• Collected data
Segment Open

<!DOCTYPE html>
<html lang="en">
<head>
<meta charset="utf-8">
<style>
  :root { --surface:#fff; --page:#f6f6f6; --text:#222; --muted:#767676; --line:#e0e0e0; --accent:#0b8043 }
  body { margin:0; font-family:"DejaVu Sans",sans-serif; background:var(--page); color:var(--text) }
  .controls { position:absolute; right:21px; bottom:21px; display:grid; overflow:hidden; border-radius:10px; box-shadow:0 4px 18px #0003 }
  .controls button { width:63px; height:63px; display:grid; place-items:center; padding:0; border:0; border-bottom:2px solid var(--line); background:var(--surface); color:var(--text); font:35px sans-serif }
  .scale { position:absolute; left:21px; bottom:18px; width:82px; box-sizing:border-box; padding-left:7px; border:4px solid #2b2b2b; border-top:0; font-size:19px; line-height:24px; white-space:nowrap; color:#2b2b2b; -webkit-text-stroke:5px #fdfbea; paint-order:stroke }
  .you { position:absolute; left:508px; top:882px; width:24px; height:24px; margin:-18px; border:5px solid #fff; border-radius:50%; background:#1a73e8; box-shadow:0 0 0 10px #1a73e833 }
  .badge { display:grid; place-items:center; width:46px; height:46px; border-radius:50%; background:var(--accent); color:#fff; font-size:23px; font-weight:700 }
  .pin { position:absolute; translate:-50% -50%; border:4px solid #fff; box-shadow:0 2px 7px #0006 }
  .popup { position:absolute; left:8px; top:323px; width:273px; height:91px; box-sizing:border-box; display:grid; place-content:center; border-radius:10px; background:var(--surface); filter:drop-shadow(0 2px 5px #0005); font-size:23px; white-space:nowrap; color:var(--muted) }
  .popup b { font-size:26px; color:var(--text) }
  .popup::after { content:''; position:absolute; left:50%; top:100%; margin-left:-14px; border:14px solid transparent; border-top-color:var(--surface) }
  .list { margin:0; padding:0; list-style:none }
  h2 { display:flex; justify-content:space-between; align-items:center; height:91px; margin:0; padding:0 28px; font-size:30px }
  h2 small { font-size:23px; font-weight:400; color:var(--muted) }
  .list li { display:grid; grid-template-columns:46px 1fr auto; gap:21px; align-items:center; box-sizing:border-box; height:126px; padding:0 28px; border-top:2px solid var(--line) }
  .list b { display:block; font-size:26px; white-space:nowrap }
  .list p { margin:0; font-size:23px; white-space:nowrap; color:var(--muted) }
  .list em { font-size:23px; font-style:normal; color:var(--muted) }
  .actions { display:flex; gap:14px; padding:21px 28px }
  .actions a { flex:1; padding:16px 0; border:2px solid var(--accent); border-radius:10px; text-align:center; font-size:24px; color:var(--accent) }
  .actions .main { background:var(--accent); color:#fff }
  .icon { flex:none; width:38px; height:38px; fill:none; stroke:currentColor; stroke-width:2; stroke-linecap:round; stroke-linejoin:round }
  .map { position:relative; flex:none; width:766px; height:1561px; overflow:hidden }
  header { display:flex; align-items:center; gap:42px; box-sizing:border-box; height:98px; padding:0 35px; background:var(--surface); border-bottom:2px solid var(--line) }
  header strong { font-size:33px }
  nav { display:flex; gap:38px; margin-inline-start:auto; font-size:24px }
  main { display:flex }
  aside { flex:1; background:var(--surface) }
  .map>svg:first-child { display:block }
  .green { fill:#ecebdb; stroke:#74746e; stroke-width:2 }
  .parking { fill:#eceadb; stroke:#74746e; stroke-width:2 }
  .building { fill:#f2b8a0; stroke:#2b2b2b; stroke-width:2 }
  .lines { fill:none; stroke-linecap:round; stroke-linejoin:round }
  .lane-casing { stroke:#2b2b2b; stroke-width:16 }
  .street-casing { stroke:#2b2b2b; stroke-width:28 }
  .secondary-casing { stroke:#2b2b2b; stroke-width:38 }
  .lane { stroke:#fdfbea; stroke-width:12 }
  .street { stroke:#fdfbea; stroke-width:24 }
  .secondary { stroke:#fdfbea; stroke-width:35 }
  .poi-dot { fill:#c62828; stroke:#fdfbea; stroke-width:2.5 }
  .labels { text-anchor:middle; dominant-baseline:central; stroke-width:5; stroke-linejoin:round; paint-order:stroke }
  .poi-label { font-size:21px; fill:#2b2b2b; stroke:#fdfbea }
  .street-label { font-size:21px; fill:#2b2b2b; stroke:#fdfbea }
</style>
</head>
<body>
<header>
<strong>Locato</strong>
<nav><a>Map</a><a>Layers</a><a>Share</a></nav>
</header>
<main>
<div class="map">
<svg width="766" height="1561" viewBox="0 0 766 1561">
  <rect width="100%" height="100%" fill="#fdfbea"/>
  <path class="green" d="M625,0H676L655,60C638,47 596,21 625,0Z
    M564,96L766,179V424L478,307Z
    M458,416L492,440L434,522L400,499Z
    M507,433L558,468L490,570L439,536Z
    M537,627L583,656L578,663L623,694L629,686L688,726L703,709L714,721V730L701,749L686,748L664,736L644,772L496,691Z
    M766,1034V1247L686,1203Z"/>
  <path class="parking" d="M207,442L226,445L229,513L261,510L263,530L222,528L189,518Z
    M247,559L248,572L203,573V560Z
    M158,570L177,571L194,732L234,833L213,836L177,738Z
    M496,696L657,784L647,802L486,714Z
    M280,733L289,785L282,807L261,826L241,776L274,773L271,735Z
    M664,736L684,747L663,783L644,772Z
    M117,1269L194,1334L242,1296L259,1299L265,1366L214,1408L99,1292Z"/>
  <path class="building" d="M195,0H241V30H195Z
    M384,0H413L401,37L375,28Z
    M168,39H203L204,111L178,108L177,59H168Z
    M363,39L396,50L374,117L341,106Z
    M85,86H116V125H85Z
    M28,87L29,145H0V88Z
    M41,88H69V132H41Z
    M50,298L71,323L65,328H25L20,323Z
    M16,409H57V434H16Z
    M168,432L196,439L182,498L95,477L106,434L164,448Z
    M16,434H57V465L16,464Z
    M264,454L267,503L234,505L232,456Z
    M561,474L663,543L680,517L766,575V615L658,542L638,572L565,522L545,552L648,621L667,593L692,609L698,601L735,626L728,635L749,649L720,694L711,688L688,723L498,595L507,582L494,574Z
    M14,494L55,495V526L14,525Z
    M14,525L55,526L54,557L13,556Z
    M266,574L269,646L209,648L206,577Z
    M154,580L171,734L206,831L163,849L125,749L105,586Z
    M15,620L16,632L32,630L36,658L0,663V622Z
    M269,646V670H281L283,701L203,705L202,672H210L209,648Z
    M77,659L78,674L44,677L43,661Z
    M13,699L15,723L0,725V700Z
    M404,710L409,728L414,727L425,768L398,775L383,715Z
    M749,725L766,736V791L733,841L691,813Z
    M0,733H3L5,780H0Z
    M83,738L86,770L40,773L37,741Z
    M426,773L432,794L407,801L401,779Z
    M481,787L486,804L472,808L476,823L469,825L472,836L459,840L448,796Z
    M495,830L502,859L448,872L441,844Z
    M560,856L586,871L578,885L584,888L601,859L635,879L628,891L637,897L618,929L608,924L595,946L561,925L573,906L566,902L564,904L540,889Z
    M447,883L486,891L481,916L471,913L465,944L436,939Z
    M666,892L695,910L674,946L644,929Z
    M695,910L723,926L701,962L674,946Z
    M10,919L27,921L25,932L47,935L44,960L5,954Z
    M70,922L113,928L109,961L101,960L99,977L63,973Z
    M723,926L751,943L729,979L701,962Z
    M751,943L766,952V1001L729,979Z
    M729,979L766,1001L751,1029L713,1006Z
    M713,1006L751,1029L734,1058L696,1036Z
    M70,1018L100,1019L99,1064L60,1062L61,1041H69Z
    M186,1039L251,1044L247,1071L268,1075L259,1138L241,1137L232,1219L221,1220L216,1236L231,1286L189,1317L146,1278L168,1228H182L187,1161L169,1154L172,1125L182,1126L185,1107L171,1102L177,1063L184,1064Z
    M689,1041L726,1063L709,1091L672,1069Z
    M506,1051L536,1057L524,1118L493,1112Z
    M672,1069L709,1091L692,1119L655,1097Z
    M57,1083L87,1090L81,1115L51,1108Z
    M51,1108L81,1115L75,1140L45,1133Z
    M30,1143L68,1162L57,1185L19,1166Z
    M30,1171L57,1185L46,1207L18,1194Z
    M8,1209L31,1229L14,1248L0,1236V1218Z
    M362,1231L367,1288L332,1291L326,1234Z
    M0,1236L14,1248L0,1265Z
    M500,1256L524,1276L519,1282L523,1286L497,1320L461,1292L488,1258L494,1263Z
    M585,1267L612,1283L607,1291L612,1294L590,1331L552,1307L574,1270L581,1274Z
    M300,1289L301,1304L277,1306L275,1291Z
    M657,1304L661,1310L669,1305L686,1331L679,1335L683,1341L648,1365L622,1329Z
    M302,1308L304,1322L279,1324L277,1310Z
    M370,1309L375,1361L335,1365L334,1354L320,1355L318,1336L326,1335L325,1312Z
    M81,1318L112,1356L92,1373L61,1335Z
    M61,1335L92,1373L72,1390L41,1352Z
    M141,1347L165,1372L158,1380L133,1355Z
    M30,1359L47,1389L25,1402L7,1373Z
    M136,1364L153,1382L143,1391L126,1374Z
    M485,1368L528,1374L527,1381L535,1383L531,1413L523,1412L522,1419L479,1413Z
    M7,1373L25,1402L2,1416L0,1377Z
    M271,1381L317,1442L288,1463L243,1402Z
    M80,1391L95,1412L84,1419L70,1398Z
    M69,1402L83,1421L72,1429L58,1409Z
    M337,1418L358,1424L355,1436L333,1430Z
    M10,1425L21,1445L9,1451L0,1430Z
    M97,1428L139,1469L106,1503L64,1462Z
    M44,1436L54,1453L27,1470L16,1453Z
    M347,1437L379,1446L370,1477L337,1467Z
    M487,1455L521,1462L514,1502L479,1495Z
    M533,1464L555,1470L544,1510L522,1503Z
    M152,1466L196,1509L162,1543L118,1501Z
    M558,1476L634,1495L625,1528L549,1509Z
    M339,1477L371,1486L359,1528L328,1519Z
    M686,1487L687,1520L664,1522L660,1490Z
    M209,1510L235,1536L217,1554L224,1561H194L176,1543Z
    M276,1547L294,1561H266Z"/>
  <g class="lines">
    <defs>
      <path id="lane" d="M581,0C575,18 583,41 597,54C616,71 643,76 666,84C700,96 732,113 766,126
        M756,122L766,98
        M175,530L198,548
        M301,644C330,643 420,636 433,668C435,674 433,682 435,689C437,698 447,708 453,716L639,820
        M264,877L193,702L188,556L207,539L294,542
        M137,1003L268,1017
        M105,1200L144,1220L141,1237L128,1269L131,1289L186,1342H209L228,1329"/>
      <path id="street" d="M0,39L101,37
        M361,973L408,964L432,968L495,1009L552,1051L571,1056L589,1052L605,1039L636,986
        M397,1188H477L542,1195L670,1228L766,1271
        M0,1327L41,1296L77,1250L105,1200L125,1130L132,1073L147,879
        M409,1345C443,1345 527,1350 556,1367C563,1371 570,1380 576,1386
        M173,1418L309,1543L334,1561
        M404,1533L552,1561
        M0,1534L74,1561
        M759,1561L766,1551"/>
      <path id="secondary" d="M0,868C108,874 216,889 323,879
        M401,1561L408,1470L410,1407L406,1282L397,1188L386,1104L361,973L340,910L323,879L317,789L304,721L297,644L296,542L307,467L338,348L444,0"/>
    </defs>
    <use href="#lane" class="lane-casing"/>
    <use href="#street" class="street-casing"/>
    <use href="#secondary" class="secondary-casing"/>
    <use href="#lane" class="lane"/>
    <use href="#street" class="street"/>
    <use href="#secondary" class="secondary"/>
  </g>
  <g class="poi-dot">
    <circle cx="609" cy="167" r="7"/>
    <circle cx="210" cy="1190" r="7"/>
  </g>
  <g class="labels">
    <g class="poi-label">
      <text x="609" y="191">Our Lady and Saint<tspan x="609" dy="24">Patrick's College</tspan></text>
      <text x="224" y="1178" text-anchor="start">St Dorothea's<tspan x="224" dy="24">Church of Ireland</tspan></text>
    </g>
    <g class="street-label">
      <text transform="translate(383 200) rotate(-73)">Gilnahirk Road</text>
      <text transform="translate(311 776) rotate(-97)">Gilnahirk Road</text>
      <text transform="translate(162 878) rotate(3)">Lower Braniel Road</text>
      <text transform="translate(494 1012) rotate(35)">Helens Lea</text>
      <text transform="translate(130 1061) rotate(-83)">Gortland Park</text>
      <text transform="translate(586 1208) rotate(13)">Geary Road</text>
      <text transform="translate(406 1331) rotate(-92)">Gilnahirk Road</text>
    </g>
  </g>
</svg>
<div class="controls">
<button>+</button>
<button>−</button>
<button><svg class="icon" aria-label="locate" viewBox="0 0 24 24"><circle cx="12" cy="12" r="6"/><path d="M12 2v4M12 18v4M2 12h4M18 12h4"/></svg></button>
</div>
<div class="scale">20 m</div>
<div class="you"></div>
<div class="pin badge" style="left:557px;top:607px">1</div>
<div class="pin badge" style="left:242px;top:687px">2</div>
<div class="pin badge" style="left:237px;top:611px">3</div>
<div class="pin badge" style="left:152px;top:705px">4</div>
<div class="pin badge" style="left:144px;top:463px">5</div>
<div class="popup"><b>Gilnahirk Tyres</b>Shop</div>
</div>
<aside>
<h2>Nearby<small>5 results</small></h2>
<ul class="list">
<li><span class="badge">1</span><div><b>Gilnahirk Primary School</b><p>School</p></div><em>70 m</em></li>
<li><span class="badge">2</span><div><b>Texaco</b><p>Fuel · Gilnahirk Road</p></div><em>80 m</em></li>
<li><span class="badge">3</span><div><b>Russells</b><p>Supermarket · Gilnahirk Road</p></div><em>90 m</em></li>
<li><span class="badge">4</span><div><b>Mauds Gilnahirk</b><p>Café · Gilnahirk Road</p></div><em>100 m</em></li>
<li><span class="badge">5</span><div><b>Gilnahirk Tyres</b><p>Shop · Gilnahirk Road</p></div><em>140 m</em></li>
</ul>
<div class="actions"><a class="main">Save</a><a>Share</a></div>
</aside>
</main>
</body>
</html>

Segment Closed

• EXERCISE DESCRIPTION
Your answer must be the lines from the first line of the entries above through the line that contains "position:absolute; translate:-50% -50%;", written out exactly.

• RESPONSE
<!DOCTYPE html>
<html lang="en">
<head>
<meta charset="utf-8">
<style>
  :root { --surface:#fff; --page:#f6f6f6; --text:#222; --muted:#767676; --line:#e0e0e0; --accent:#0b8043 }
  body { margin:0; font-family:"DejaVu Sans",sans-serif; background:var(--page); color:var(--text) }
  .controls { position:absolute; right:21px; bottom:21px; display:grid; overflow:hidden; border-radius:10px; box-shadow:0 4px 18px #0003 }
  .controls button { width:63px; height:63px; display:grid; place-items:center; padding:0; border:0; border-bottom:2px solid var(--line); background:var(--surface); color:var(--text); font:35px sans-serif }
  .scale { position:absolute; left:21px; bottom:18px; width:82px; box-sizing:border-box; padding-left:7px; border:4px solid #2b2b2b; border-top:0; font-size:19px; line-height:24px; white-space:nowrap; color:#2b2b2b; -webkit-text-stroke:5px #fdfbea; paint-order:stroke }
  .you { position:absolute; left:508px; top:882px; width:24px; height:24px; margin:-18px; border:5px solid #fff; border-radius:50%; background:#1a73e8; box-shadow:0 0 0 10px #1a73e833 }
  .badge { display:grid; place-items:center; width:46px; height:46px; border-radius:50%; background:var(--accent); color:#fff; font-size:23px; font-weight:700 }
  .pin { position:absolute; translate:-50% -50%; border:4px solid #fff; box-shadow:0 2px 7px #0006 }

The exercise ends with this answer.